A faithful transcription of all the entries below is needed, without the pictures.

Extracted records:
-*-*-
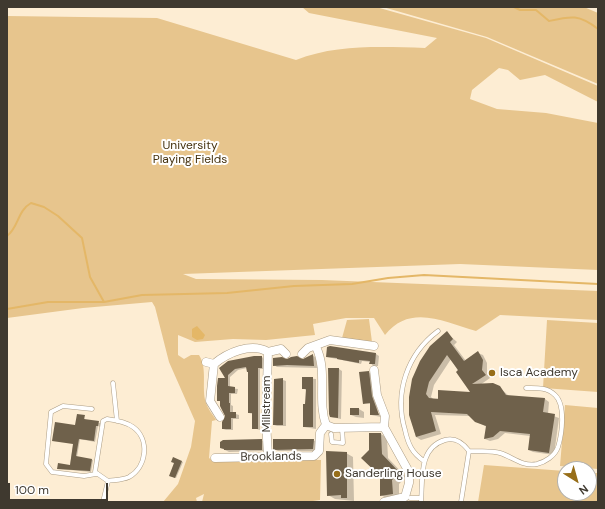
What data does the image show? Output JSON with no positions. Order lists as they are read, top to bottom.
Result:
{
  "streets": {
    "street": ["Millstream", "Brooklands"]
  },
  "crossings": [
    ["Millstream", "Brooklands"]
  ],
  "parks": ["University Playing Fields"],
  "places": ["Isca Academy", "Sanderling House"],
  "scale_bar": "100 m",
  "north": "bottom right"
}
-*-*-
Result:
What data does the image show? Output JSON with no positions. Order lists as they are read, top to bottom.
Result:
{
  "streets": {
    "street": ["Millstream", "Brooklands"]
  },
  "crossings": [
    ["Millstream", "Brooklands"]
  ],
  "parks": ["University Playing Fields"],
  "places": ["Isca Academy", "Sanderling House"],
  "scale_bar": "100 m",
  "north": "bottom right"
}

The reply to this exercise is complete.